[SOLVED] TLS server is accepting connection from a sibling down chain certificate

TLS server is accepting connection from a sibling down chain certificate

I am building a TLS server using python (3.13 on macos) and ssl lib. The setup is very simple:

create server socket (listen on port 6000)
create ssl context
wrap server socket => secure socket
accept connection on secure socket

the ssl context is created as follows:

    context = ssl.create_default_context(ssl.Purpose.CLIENT_AUTH)
    context.options |= ssl.OP_NO_TLSv1 | ssl.OP_NO_TLSv1_1  # Disable older versions
    context.minimum_version = ssl.TLSVersion.TLSv1_2  # Ensure TLSv1.2 is the minimum
    context.set_ciphers("ECDHE-ECDSA-AES256-GCM-SHA384:ECDHE-RSA-AES256-GCM-SHA384")

    context.load_cert_chain(certfile='tlsserver.fc.crt', keyfile='tlsserver.key')

    context.load_verify_locations(cafile='root.crt')

    context.verify_mode = ssl.CERT_REQUIRED

    return context

My CA has the following tree

                          **** TLS Server
      **** Webservers ***{
Root **                   **** OpenSSL Client
      *
      **** Charles CA *** Charles Client

now the ca for verify_locations has only the root certificate.

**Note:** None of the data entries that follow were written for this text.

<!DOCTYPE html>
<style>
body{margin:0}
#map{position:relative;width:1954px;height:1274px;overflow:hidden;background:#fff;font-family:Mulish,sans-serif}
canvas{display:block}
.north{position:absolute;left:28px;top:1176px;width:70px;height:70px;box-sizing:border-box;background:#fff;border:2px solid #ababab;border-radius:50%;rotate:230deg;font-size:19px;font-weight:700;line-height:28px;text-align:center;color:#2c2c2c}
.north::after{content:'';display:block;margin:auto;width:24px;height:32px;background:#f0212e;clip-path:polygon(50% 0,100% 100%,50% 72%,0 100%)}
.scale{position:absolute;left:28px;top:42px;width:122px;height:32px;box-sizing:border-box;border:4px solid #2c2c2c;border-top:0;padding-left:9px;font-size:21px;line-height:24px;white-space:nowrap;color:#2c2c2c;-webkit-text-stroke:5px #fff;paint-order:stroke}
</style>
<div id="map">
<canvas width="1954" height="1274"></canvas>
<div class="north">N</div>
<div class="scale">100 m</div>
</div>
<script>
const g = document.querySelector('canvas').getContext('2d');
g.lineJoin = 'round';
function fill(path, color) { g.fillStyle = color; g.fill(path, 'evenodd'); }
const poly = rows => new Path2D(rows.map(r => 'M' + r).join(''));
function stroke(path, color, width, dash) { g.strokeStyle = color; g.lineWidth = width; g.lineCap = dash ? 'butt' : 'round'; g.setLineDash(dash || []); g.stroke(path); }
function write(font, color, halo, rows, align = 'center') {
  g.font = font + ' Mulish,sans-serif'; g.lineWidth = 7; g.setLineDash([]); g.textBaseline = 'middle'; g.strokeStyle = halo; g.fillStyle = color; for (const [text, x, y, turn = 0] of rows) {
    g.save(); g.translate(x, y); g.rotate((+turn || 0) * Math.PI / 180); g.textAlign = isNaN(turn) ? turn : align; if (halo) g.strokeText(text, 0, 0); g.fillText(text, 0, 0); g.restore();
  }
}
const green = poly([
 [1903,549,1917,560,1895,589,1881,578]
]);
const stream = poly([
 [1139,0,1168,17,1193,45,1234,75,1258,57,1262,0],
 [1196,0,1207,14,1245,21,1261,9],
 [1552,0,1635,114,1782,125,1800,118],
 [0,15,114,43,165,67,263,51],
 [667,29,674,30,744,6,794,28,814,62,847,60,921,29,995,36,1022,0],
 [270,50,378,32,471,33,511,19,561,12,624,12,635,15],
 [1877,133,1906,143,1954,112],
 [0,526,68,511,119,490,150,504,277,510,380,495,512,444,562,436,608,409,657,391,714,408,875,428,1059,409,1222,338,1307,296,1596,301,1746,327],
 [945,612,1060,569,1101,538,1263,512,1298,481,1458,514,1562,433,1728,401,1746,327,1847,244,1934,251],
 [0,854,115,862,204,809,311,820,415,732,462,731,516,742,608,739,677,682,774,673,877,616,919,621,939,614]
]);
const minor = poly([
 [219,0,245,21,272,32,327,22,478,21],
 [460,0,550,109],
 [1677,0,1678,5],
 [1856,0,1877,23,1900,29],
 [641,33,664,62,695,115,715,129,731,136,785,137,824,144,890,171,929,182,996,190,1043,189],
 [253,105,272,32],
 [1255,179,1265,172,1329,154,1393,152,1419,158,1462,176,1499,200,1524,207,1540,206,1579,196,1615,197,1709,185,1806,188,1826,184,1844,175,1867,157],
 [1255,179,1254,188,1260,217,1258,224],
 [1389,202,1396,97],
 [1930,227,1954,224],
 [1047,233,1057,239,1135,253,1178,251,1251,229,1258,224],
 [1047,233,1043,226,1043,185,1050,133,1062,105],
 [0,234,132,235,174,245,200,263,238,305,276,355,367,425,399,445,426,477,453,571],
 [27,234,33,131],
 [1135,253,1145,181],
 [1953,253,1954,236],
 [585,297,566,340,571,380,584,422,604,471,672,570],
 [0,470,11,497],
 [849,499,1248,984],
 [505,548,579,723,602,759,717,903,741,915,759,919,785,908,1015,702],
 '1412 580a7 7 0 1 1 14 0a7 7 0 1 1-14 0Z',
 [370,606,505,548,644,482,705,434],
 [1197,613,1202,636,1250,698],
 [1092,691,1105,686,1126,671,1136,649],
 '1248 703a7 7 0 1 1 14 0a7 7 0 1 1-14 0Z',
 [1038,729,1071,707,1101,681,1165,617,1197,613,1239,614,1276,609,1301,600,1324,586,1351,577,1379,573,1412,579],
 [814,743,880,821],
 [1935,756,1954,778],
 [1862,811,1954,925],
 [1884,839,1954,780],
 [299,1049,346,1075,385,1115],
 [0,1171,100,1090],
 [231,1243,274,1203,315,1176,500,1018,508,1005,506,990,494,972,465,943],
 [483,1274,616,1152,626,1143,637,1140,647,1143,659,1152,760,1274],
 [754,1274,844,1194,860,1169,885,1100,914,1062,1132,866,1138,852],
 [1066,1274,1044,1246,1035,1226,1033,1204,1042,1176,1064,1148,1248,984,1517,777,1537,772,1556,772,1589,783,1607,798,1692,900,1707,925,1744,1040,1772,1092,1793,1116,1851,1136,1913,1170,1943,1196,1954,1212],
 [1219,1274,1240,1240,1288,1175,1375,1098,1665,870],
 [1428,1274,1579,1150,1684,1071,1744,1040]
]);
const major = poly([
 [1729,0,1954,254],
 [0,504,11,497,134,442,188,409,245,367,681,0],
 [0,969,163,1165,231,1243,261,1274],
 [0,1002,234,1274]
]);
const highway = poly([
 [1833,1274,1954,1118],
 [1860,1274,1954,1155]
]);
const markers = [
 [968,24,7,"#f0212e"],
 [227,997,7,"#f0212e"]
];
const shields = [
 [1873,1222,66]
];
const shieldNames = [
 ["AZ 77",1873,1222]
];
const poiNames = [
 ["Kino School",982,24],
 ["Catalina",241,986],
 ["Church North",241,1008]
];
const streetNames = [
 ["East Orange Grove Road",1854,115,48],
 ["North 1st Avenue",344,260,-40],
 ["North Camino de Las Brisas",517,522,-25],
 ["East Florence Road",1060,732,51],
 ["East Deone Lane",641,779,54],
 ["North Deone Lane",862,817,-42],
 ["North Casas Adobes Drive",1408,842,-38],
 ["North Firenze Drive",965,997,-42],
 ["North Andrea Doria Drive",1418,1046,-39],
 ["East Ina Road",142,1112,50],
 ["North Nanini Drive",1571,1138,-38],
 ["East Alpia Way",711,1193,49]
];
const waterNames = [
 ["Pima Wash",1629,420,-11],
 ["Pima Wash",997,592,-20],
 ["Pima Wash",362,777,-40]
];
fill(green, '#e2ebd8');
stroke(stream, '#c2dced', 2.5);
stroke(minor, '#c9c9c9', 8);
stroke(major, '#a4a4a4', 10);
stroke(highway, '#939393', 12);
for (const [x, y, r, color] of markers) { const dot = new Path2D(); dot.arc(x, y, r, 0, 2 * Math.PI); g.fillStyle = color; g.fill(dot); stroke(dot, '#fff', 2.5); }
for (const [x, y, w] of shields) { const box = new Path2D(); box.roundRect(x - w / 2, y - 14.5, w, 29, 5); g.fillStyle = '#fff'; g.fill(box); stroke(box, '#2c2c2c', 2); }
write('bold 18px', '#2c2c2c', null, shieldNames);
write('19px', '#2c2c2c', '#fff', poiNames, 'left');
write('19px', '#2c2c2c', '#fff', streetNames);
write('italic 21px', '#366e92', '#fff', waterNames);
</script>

I have been trying to connect to the server using openssl s_client and it works ok. If I provide a leaf certificate ossl.crt it is rejected unless I provide -CAfile ca.crt that contains cat webservers.crt root.crt then it works.

However, I started trying charles as a proxy to examine the ssl communication. I created a charles-client.crt from charles-root.crt and put the client crt in charles proxy under Client Certificates for my TLS server host and port.

And then I setup port forwarding from 6001 (charles) to 6000 (tls server). Now I can still contact and authenticate with the server using port 6001 and without any crt or key file openssl s_client -connect localhost:6001 -state and the connection is established.

My question is how can this happen? Charles Proxy is forwarding to 6000 but how is it authenticating with the server? It has a leaf certificate that is from a different branch and neither charles nor the server know anything about Charles CA intermediary certificate. How can the connection be established?

I tried using charles-client.crt with openssl directly and it was rejected. But when I use it with port forwarding it works.

Bare with me as I am trying to learn this but if you can direct me somewhere where I can learn how is this happening? or is my setup wrong?

Solution

After checking Charles .keystore manually, I did find a reference to the intermediate CA. It was added as a root CA some time ago but then manually removed from the GUI for another root CA; however, it was not actually deleted from the keystore, and Charles was sending it behind the scenes. I had to reset the keystore, and now the behavior is as expected.